本事業は、製品の高付加価値化、生産プロセスの高度化等のための技術的課題について、我が国と現地の企業、大学等が連携し、1年間程度の短期間かつ集中的な共同研究を行うことにより、内外のニーズに応えた産業の競争力強化、さらにはアジアの発展途上国産業の構造改善を通じた自立的発展に資するものです。
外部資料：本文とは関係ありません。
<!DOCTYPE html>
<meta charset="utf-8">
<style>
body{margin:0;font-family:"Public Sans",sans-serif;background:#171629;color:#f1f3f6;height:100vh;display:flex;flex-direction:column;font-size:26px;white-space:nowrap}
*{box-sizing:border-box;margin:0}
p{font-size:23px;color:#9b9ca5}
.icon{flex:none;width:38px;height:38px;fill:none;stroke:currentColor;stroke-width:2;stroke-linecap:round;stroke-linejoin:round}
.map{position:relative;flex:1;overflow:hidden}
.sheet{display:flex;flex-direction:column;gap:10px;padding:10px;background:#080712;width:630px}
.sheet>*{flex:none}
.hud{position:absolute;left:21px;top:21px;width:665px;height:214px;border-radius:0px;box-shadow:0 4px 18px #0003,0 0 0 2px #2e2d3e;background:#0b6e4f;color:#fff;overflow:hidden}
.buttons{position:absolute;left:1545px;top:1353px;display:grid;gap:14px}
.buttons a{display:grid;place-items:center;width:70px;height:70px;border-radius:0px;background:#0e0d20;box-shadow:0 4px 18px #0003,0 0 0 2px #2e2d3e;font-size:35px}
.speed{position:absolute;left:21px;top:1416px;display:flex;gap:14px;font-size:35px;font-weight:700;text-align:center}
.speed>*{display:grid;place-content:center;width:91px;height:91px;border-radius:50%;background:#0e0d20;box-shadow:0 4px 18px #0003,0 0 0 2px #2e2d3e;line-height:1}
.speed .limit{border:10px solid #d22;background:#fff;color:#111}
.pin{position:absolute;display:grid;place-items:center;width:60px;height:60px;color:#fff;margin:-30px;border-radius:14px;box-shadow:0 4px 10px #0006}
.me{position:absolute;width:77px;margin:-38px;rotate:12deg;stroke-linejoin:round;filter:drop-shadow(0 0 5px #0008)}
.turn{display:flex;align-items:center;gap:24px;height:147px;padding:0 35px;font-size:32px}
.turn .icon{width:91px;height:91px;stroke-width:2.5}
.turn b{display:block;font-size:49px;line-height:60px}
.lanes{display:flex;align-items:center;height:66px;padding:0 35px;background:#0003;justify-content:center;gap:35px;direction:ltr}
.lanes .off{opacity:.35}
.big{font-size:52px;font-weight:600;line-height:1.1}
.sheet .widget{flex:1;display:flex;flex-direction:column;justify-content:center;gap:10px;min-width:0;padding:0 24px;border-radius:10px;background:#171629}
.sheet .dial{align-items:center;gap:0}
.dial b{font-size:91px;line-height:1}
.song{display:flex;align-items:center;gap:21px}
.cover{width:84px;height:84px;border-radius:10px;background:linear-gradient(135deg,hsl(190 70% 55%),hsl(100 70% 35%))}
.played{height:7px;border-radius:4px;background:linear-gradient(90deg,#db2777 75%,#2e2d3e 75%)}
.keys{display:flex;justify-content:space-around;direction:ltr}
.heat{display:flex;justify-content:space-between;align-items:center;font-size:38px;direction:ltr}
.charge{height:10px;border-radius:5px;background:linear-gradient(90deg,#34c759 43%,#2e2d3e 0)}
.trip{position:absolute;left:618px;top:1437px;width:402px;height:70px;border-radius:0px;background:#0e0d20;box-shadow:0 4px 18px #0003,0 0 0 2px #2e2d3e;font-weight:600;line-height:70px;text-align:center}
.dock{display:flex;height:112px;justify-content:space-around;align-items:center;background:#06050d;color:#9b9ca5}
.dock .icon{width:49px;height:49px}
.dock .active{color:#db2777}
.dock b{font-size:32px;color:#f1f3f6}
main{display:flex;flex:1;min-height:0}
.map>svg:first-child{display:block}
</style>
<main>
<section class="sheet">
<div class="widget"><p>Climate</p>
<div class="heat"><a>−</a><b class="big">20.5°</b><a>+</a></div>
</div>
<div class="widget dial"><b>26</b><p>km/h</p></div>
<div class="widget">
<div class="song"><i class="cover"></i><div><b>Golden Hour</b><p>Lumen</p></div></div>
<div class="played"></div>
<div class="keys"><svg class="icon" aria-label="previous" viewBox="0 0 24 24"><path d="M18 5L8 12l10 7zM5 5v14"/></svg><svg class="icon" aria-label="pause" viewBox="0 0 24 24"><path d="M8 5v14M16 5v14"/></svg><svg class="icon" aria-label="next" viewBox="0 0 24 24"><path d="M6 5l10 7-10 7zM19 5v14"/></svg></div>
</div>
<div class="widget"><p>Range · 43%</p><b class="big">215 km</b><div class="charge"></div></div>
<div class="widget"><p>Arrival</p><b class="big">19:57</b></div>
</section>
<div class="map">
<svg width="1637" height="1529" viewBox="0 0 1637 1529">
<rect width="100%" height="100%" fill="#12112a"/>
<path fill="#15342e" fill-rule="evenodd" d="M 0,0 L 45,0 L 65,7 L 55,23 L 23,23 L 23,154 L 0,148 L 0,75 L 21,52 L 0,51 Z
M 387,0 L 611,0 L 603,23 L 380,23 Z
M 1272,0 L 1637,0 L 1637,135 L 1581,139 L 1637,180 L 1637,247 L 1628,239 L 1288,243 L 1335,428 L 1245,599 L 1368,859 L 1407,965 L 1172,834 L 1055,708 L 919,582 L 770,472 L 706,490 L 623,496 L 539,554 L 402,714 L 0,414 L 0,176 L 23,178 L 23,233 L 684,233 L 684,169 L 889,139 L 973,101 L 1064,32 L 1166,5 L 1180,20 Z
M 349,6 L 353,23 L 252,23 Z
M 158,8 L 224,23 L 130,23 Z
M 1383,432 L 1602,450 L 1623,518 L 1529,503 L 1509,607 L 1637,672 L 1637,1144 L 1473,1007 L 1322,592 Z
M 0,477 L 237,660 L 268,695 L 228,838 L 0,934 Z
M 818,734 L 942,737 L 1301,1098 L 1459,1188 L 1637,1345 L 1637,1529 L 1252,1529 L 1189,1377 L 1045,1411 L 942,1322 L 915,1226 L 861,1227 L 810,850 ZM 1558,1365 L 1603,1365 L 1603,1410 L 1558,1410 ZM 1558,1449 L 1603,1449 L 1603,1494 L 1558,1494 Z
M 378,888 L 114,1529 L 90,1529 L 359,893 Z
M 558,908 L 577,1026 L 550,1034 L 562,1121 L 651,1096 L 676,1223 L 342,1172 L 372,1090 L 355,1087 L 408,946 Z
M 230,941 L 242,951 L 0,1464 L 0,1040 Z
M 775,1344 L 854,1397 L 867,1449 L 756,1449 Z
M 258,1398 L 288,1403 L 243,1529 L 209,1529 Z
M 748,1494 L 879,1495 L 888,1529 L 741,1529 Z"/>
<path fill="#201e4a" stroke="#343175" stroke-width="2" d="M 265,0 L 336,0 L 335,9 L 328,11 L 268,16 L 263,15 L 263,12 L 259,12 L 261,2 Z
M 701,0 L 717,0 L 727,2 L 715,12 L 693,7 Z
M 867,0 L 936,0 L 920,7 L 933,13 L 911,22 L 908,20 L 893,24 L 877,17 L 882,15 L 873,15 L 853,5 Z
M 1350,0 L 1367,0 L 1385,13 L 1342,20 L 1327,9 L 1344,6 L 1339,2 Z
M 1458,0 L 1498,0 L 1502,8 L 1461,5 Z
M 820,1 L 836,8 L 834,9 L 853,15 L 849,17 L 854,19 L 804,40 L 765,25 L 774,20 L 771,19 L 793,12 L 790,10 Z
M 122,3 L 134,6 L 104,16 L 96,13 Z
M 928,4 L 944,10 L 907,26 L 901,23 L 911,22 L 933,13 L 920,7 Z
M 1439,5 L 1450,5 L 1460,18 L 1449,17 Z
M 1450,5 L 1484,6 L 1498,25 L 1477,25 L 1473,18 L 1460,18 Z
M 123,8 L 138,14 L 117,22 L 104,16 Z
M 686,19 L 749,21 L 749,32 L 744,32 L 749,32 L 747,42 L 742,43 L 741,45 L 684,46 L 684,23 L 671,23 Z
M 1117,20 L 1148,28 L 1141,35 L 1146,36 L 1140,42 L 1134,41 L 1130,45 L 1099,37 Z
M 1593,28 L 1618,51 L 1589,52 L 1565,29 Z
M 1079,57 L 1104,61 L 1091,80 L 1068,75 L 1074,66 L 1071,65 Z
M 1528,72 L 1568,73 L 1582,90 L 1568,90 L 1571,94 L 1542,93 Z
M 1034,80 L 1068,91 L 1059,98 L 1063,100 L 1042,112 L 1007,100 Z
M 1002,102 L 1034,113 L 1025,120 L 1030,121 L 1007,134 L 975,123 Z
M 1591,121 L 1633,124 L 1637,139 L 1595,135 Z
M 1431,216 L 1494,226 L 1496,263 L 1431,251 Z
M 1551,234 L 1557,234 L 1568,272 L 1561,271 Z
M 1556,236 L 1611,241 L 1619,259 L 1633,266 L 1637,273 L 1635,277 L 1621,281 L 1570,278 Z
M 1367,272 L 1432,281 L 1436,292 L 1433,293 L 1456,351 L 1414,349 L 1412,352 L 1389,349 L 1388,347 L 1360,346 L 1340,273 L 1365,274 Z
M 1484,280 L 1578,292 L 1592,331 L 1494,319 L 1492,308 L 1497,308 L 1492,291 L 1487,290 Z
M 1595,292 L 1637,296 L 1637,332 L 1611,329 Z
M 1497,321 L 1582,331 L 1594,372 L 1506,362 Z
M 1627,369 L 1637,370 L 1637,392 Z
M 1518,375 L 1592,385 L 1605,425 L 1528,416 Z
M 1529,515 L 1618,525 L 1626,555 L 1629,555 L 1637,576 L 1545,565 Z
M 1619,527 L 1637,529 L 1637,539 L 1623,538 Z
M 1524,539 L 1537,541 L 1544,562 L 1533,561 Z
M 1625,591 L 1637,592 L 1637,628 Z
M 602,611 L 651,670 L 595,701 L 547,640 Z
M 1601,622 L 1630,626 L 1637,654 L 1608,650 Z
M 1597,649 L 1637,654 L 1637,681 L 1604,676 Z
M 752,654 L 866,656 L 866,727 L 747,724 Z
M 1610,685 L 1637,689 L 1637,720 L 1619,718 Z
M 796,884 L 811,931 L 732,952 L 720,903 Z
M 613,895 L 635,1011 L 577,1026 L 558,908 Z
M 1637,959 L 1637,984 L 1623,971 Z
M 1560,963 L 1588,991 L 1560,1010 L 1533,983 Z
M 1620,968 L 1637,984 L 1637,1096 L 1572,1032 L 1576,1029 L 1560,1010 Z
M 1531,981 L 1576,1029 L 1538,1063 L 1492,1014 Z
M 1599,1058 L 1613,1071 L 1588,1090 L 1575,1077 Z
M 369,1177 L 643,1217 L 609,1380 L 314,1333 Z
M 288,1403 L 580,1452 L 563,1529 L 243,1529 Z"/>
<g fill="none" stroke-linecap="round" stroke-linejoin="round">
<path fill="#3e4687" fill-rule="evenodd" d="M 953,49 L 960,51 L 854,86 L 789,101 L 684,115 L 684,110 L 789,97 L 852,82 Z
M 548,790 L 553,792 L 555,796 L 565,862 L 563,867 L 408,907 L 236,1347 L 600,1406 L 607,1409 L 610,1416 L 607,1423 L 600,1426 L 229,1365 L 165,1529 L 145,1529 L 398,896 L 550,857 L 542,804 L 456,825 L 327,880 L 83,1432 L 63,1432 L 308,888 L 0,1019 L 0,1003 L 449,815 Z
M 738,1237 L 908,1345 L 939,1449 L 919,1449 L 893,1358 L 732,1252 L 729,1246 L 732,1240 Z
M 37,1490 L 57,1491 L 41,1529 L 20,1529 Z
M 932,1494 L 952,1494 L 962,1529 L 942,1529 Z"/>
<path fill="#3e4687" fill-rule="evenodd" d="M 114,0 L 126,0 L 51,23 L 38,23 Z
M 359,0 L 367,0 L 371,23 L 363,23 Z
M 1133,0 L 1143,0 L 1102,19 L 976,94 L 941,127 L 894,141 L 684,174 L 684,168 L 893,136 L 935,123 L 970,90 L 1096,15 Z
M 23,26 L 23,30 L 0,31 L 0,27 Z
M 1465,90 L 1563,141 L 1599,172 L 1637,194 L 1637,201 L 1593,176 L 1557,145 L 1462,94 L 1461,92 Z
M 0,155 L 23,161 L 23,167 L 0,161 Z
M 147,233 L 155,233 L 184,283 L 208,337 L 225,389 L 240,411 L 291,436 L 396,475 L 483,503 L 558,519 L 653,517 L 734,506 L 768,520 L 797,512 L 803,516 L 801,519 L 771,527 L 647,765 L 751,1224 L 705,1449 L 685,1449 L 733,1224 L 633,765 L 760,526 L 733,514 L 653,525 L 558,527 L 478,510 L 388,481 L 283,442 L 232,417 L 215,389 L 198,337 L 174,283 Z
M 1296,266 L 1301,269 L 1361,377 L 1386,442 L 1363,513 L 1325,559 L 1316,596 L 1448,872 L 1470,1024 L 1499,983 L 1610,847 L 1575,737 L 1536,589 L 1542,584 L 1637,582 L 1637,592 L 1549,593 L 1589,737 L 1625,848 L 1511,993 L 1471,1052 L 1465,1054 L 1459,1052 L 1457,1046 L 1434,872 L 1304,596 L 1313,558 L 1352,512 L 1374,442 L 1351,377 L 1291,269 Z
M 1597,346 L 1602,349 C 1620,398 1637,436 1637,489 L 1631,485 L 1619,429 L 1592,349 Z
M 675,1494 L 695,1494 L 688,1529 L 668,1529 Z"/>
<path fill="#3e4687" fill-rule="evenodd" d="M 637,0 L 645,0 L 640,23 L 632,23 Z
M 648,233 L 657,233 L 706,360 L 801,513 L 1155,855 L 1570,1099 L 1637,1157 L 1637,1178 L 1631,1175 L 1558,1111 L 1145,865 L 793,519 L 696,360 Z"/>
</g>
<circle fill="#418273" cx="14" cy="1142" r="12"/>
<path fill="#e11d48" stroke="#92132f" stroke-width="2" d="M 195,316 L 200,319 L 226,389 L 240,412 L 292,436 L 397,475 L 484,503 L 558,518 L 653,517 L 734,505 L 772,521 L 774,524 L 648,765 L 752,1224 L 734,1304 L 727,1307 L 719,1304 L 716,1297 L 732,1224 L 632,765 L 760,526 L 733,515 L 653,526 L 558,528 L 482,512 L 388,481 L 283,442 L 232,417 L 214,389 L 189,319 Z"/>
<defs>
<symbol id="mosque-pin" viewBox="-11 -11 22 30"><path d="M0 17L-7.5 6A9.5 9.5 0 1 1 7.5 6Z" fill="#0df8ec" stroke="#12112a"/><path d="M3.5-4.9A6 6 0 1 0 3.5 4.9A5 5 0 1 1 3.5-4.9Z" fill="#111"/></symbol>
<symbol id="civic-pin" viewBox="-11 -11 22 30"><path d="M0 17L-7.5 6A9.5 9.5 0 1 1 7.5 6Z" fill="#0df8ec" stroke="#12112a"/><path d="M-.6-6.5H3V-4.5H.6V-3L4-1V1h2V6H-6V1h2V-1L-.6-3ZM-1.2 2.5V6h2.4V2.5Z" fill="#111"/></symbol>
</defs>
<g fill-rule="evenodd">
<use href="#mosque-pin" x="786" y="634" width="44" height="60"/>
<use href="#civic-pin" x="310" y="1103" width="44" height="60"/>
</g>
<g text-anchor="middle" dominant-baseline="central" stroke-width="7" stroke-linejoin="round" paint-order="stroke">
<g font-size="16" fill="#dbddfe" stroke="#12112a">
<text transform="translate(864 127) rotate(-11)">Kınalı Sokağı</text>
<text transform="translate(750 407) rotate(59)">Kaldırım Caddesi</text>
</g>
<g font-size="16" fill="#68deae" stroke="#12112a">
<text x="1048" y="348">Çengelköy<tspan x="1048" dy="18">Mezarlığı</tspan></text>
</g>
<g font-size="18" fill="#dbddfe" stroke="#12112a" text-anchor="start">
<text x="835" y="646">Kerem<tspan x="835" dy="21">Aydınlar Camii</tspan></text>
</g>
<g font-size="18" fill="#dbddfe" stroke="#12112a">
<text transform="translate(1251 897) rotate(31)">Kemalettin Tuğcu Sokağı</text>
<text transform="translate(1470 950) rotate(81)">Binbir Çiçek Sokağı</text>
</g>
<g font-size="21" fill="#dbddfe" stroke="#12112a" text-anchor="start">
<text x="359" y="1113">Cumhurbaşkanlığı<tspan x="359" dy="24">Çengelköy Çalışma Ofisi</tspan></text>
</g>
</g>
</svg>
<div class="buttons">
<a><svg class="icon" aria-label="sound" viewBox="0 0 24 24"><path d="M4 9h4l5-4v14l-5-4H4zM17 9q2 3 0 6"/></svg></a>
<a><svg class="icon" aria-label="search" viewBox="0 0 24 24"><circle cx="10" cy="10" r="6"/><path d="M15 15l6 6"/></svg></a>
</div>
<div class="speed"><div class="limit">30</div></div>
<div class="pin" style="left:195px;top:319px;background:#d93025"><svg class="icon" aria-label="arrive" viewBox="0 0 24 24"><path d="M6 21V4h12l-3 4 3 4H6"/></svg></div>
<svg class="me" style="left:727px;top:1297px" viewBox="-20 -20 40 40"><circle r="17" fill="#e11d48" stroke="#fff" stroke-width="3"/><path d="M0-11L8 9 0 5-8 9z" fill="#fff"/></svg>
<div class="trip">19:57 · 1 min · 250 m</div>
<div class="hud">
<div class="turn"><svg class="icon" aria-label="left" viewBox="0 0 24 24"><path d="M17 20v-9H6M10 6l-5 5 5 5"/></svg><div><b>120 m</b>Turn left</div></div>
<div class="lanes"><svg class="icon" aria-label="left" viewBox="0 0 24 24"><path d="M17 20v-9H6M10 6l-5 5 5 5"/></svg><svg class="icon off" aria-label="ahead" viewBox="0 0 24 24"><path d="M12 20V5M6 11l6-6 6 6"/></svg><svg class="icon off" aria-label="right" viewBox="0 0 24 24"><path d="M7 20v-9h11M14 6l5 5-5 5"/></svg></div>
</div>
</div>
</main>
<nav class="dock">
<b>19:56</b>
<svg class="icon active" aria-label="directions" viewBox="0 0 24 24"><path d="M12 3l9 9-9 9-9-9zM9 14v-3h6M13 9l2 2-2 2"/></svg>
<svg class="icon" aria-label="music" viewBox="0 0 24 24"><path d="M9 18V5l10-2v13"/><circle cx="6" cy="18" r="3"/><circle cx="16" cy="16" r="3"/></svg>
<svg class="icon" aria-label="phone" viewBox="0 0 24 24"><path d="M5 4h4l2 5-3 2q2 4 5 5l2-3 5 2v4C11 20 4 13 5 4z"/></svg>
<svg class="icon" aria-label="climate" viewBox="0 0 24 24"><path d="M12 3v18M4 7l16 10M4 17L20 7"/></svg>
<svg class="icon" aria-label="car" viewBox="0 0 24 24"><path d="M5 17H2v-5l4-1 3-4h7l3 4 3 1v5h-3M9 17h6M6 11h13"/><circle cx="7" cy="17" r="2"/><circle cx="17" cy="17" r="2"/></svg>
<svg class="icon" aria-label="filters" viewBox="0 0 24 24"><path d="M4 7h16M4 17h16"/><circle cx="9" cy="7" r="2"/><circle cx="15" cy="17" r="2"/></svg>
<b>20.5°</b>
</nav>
新エネルギー・産業技術総合開発機構(NEDO)の公募による平成12年度研究協力助成事業「アジア経済構造改革促進研究協力」として実施いたしました。
背景・目的
シンガポールはコンピュータ化された港湾システムにより、輸出入企業や船会社へ高付加価値のサービスを提供しており、その為マレーシアへ輸出入される海上貨物の約4割はシンガポール港扱いとなってしまっている。マレーシア政府は、同国製品の競争力強化策の一環として、マレーシア扱いの貨物取扱量増加を図るために、港湾及び物流システムの近代化を要望しているが、現状では港湾管理のコンピュータシステムを独自で研究開発するノウハウ、技術力が足りない。当事業は、日本で研究開発したコンテナヤード管理システムのノウハウを利用する事により、コンテナヤードでの効率的なコンテナマネージメントシステムを研究開発する。当事業は、実証ユーザーであるKNを通して、マレーシア港湾及び物流会社による高付加価値サービス提供を実現し、国際競争力の強化に貢献する。
実施機関
2000年6月1日~2001年3月31日
共同研究コンソーシアムの構成メンバー
日本側
① (財)国際情報化協力センター (CICC)
② (株)日立製作所 (略称:日立)
現地側(マレイシア)
① Kontena Nasional Berhad (略称:KN)
② SIRIM Berhad (略称:SIRIM)
事業概要
KNの要望により、今回はコンテナヤード(パダマラン地区)での空コンテナ管理システム高度化の研究開発を実施する。日本側はCICCが研究開発全体の取り纏めを行い、日立がIT分野におけるシステムの開発とコンサルテーションを提供し、日本側、現地側で必要な機材調達を実施する。また、日立は横浜港本牧埠頭でのコンテナヤード管理のノウハウをもとに開発したアプリケーションソフトウェア Container Terminal Operation System (略称CTOP)をベースに、ゲートオペレーション、ヤードオペレーション、コンテナ管理の各業務コンサルテーションを提供する。 更に、本年2月末に終了したJICAのAISDELプロジェクト *1)にて開発したプロトタイプを活用してSIRIMと、コンテナ位置決定計画システムの共同実証研究を行う。本システム研究開発後は、船舶プラニング、ヤードオペレーション、ゲートオペレーション、ドキュメンテーション等へも研究開発範囲を拡大する予定。また、KNの他サイトへもシステム適用を拡大し、最終的にはクラン港全体、その他のマレイシアの港湾(ペナン、ジョホール等)へ適用する計画。
*1) AISDEL(AI System Development Laboratory)プロジェクト: 1995年3月~2000年2月に実施されたJICAのプロジェクト方式による人工知能システム開発技術移転。SIRIMが実施機関。CICCが協力。